Provided records below:

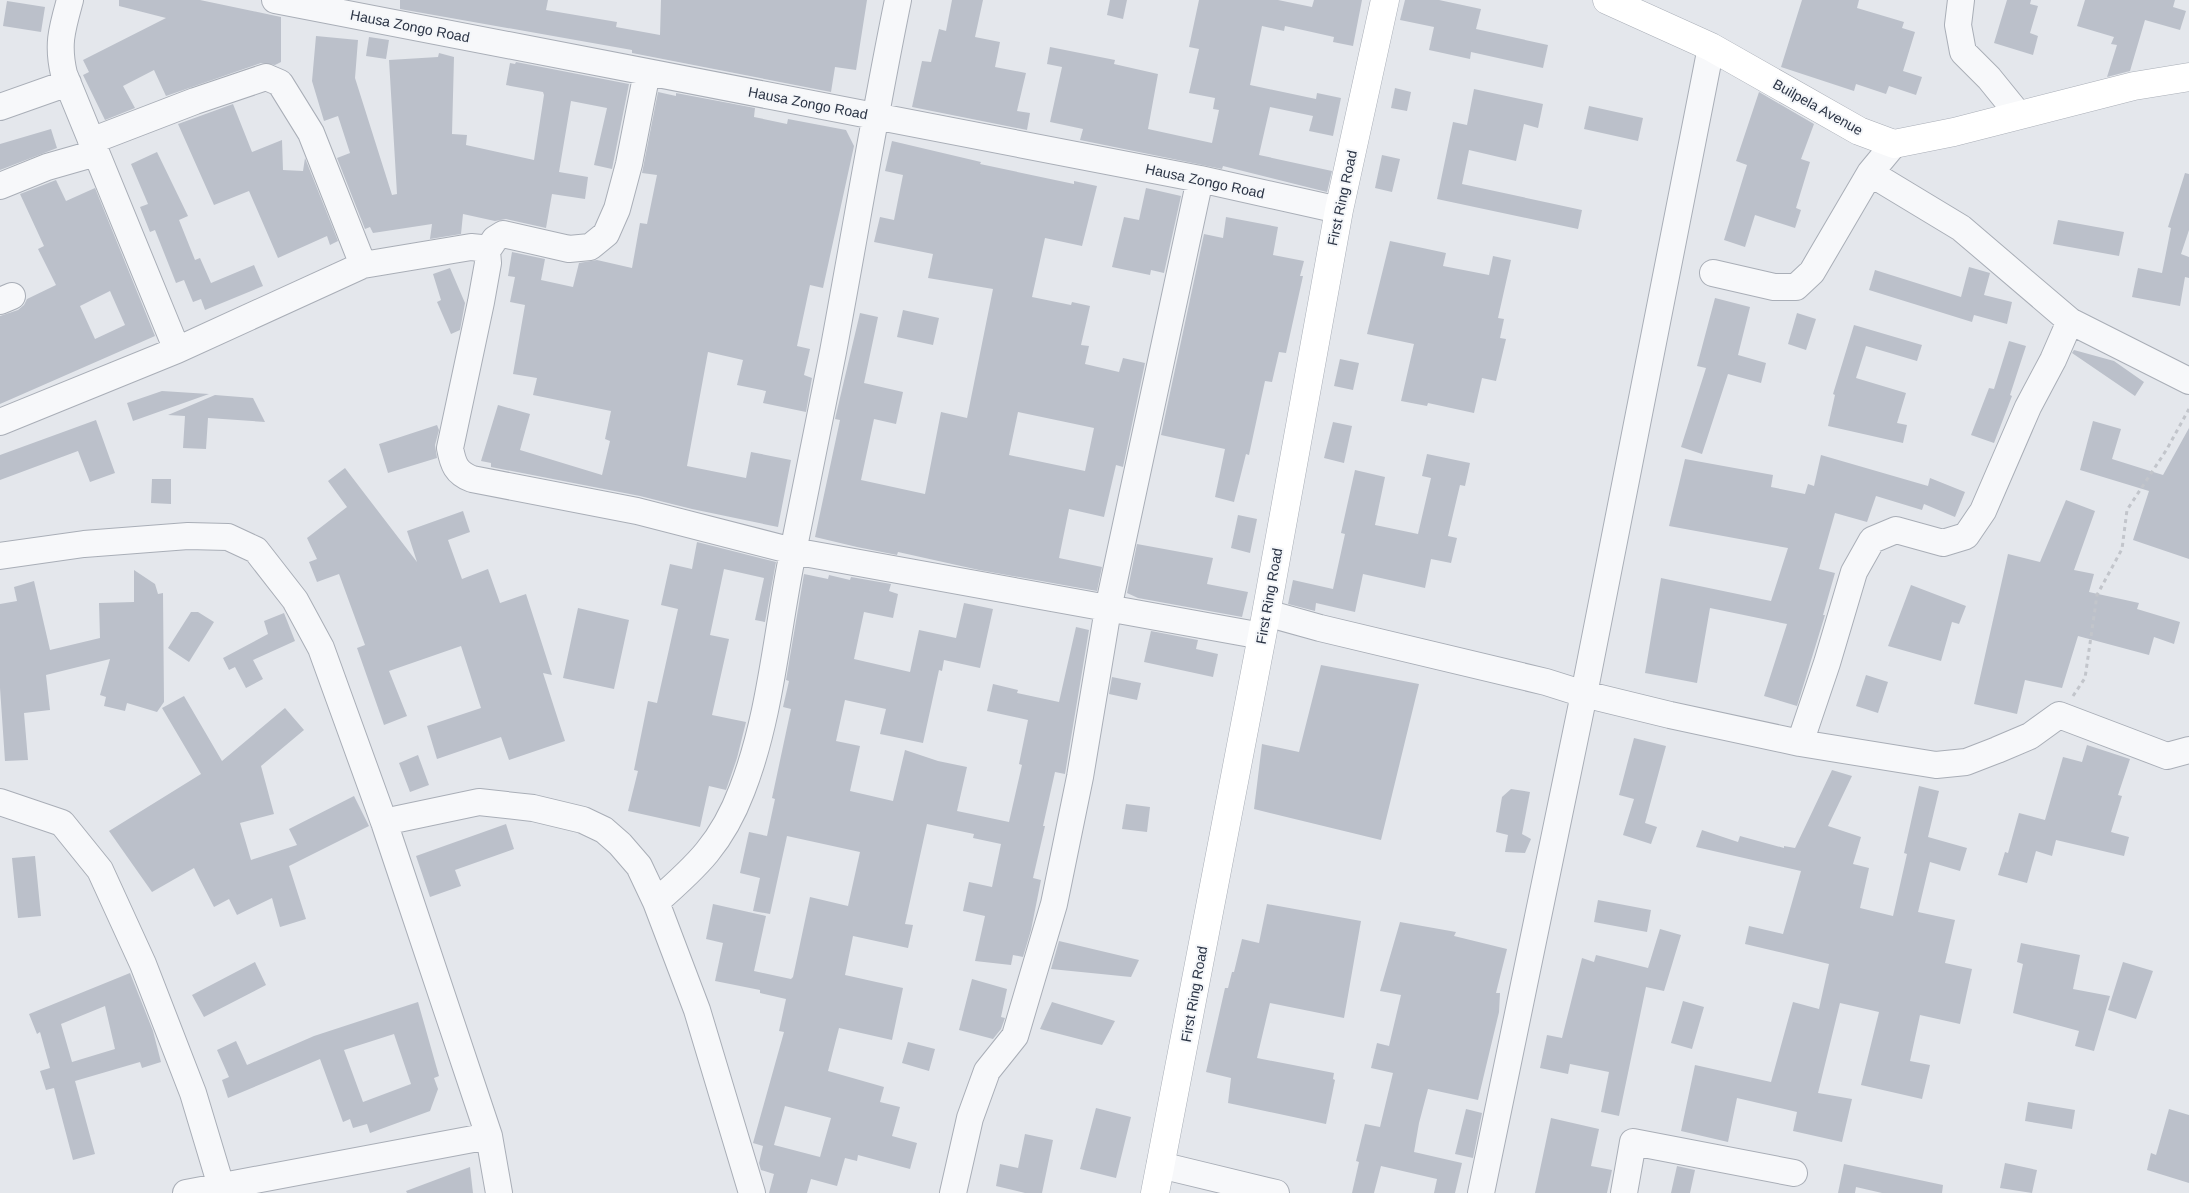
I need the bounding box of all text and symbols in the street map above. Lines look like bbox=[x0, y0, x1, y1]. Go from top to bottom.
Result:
street label: Hausa Zongo Road bbox=[349, 7, 471, 45]
street label: Builpela Avenue bbox=[1770, 76, 1866, 138]
street label: Hausa Zongo Road bbox=[747, 84, 869, 122]
street label: First Ring Road bbox=[1324, 149, 1360, 247]
street label: Hausa Zongo Road bbox=[1144, 161, 1266, 201]
street label: First Ring Road bbox=[1253, 547, 1285, 645]
street label: First Ring Road bbox=[1178, 945, 1210, 1043]

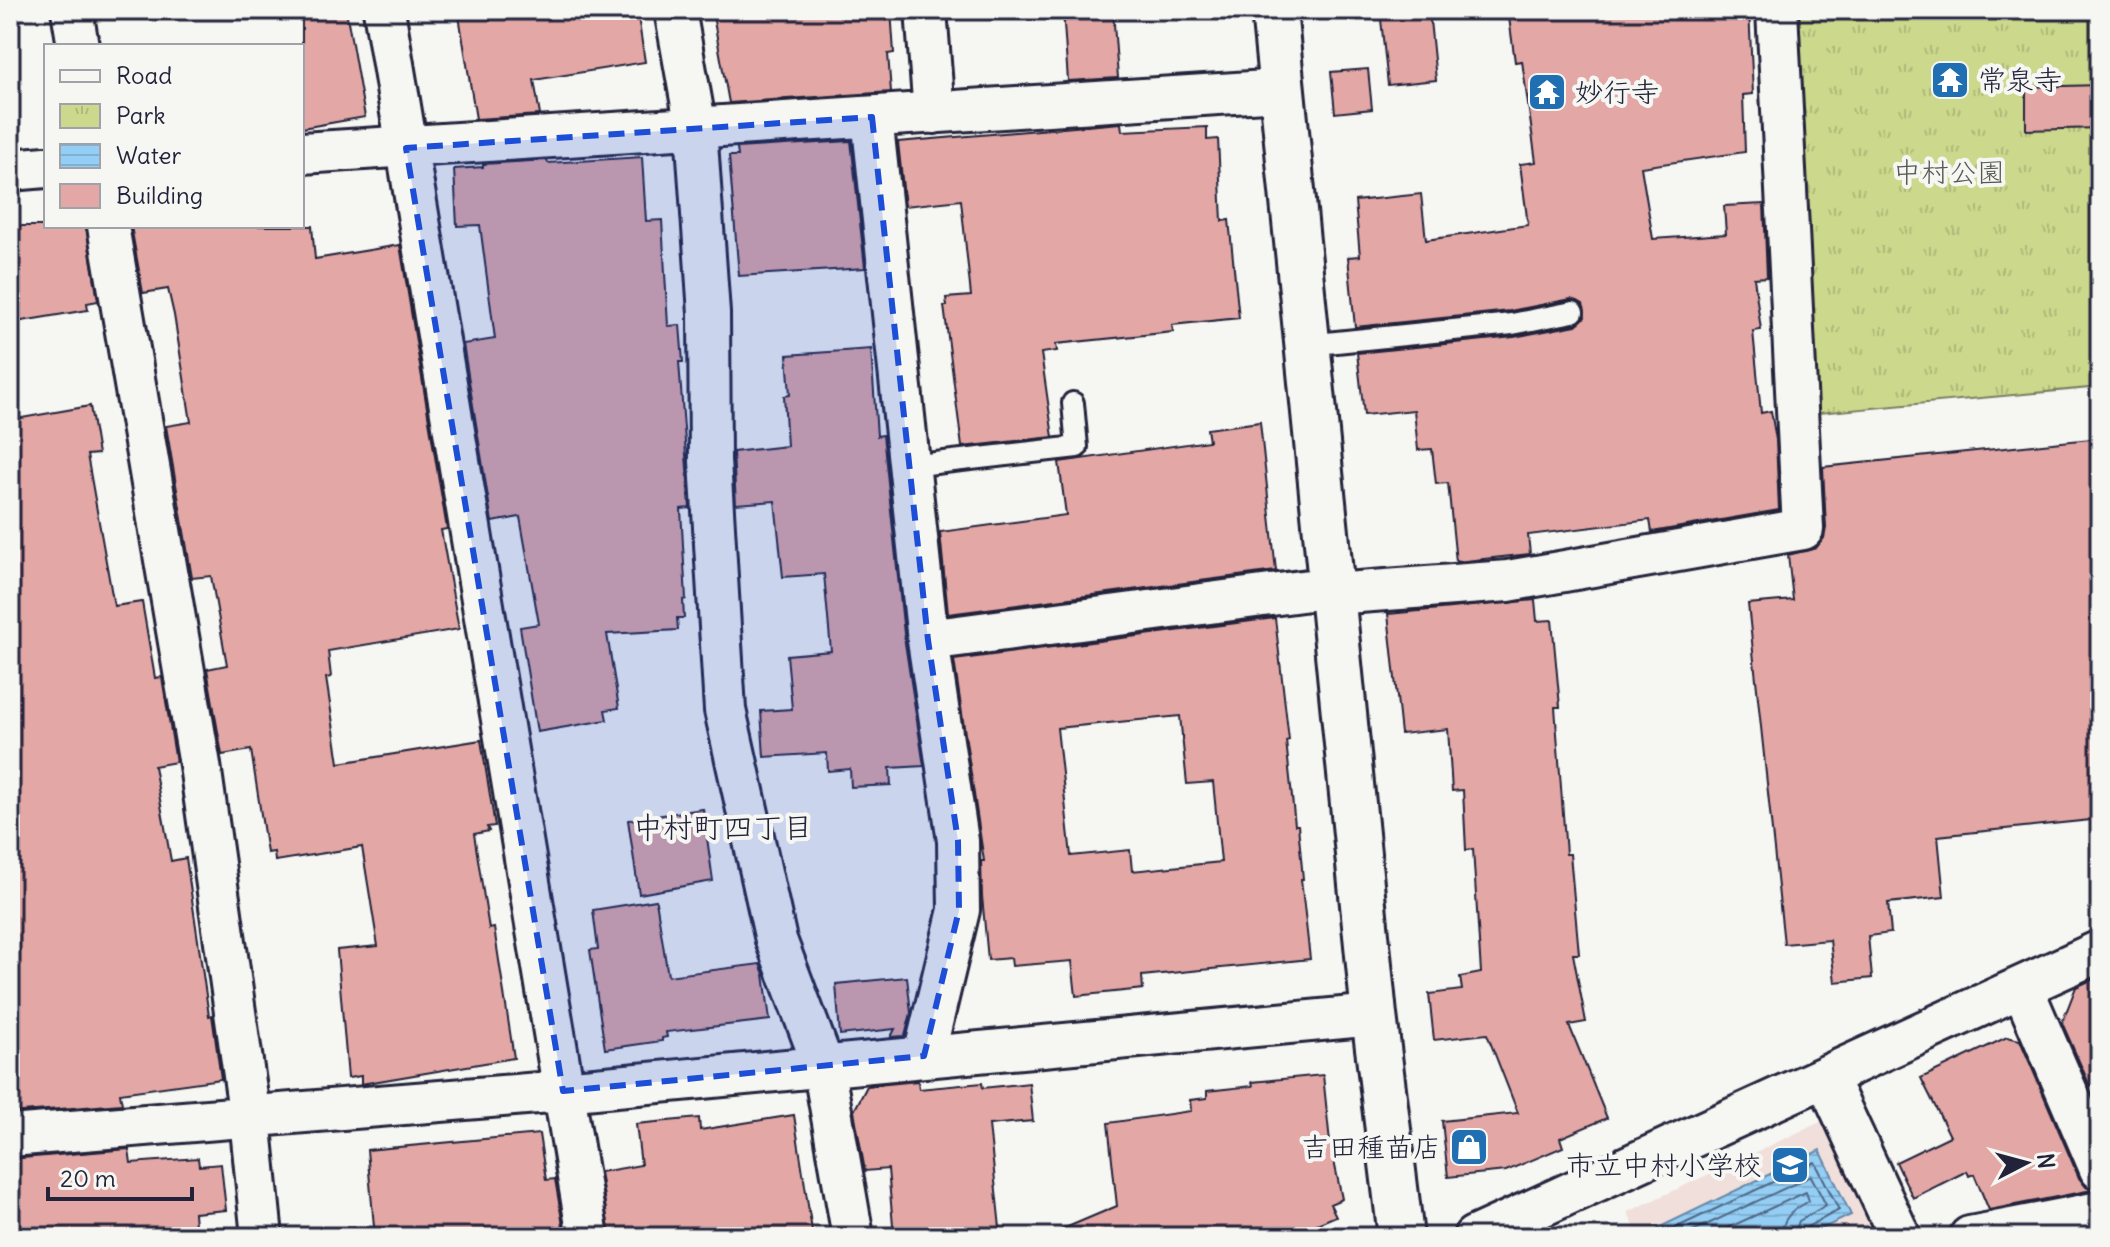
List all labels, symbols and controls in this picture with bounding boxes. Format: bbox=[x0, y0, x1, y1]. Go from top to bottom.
legend bbox=[44, 44, 304, 228]
temple icon: 常泉寺 bbox=[1929, 59, 1971, 101]
text: Road bbox=[116, 60, 172, 90]
place label: 常泉寺 bbox=[1978, 62, 2062, 98]
temple icon: 妙行寺 bbox=[1526, 71, 1568, 113]
place label: 妙行寺 bbox=[1575, 74, 1659, 110]
text: Park bbox=[116, 100, 166, 130]
text: Water bbox=[116, 140, 181, 170]
park label: 中村公園 bbox=[1893, 154, 2005, 190]
text: Building bbox=[116, 180, 203, 210]
district label: 中村町四丁目 bbox=[633, 808, 813, 846]
north arrow bbox=[1986, 1123, 2066, 1203]
shop icon: 吉田種苗店 bbox=[1448, 1126, 1490, 1168]
place label: 吉田種苗店 bbox=[1301, 1129, 1441, 1165]
school or university icon: 市立中村小学校 bbox=[1769, 1144, 1811, 1186]
place label: 市立中村小学校 bbox=[1566, 1147, 1762, 1183]
scale bar bbox=[48, 1151, 192, 1201]
text: N bbox=[2031, 1152, 2061, 1170]
text: 20 m bbox=[60, 1163, 116, 1193]

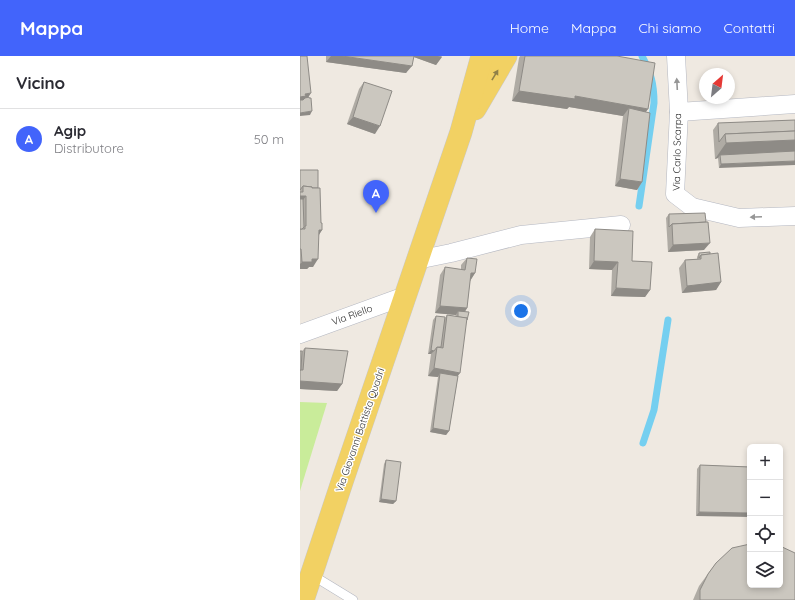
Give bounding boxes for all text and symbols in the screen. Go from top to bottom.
text: Mappa [20,16,83,40]
text: Home [510,19,549,37]
text: Mappa [571,19,616,37]
text: Chi siamo [638,19,702,37]
text: Contatti [724,19,775,37]
north arrow [699,68,735,104]
one-way arrow [492,69,499,81]
text: Vicino [16,72,65,93]
one-way arrow [674,78,681,90]
street label: Via Carlo Scarpa [670,113,684,191]
text: Agip [54,121,86,140]
text: A [25,131,33,147]
text: 50 m [254,131,284,147]
text: Distributore [54,140,124,156]
pin: A [363,180,389,213]
one-way arrow [750,214,762,221]
your location [511,301,531,321]
street label: Via Riello [330,302,374,328]
street label: Via Giovanni Battista Quadri [333,366,387,494]
map controls [747,444,783,588]
button: + [747,444,783,480]
button: − [747,480,783,516]
button: locate [747,516,783,552]
button: layers [747,552,783,588]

End of Provided records.

Retype each entry exactly. No pictures.

→ Solution to this exercise:
I need the bounding box of all text and symbols in the street map above. Lines look like bbox=[x0, y0, x1, y1]. Go from top to bottom.
Result:
street label: Hausa Zongo Road bbox=[349, 7, 471, 45]
street label: Builpela Avenue bbox=[1770, 76, 1866, 138]
street label: Hausa Zongo Road bbox=[747, 84, 869, 122]
street label: First Ring Road bbox=[1324, 149, 1360, 247]
street label: Hausa Zongo Road bbox=[1144, 161, 1266, 201]
street label: First Ring Road bbox=[1253, 547, 1285, 645]
street label: First Ring Road bbox=[1178, 945, 1210, 1043]

List all labels, symbols and controls in this picture with bounding boxes. Format: bbox=[x0, y0, x1, y1]. Go from top to bottom.
legend bbox=[44, 44, 304, 228]
temple icon: 常泉寺 bbox=[1929, 59, 1971, 101]
text: Road bbox=[116, 60, 172, 90]
place label: 常泉寺 bbox=[1978, 62, 2062, 98]
temple icon: 妙行寺 bbox=[1526, 71, 1568, 113]
place label: 妙行寺 bbox=[1575, 74, 1659, 110]
text: Park bbox=[116, 100, 166, 130]
text: Water bbox=[116, 140, 181, 170]
park label: 中村公園 bbox=[1893, 154, 2005, 190]
text: Building bbox=[116, 180, 203, 210]
district label: 中村町四丁目 bbox=[633, 808, 813, 846]
north arrow bbox=[1986, 1123, 2066, 1203]
shop icon: 吉田種苗店 bbox=[1448, 1126, 1490, 1168]
place label: 吉田種苗店 bbox=[1301, 1129, 1441, 1165]
school or university icon: 市立中村小学校 bbox=[1769, 1144, 1811, 1186]
place label: 市立中村小学校 bbox=[1566, 1147, 1762, 1183]
scale bar bbox=[48, 1151, 192, 1201]
text: N bbox=[2031, 1152, 2061, 1170]
text: 20 m bbox=[60, 1163, 116, 1193]

Give bounding boxes for all text and symbols in the screen. Go from top to bottom.
text: Mappa [20,16,83,40]
text: Home [510,19,549,37]
text: Mappa [571,19,616,37]
text: Chi siamo [638,19,702,37]
text: Contatti [724,19,775,37]
north arrow [699,68,735,104]
one-way arrow [492,69,499,81]
text: Vicino [16,72,65,93]
one-way arrow [674,78,681,90]
street label: Via Carlo Scarpa [670,113,684,191]
text: Agip [54,121,86,140]
text: A [25,131,33,147]
text: 50 m [254,131,284,147]
text: Distributore [54,140,124,156]
pin: A [363,180,389,213]
one-way arrow [750,214,762,221]
your location [511,301,531,321]
street label: Via Riello [330,302,374,328]
street label: Via Giovanni Battista Quadri [333,366,387,494]
map controls [747,444,783,588]
button: + [747,444,783,480]
button: − [747,480,783,516]
button: locate [747,516,783,552]
button: layers [747,552,783,588]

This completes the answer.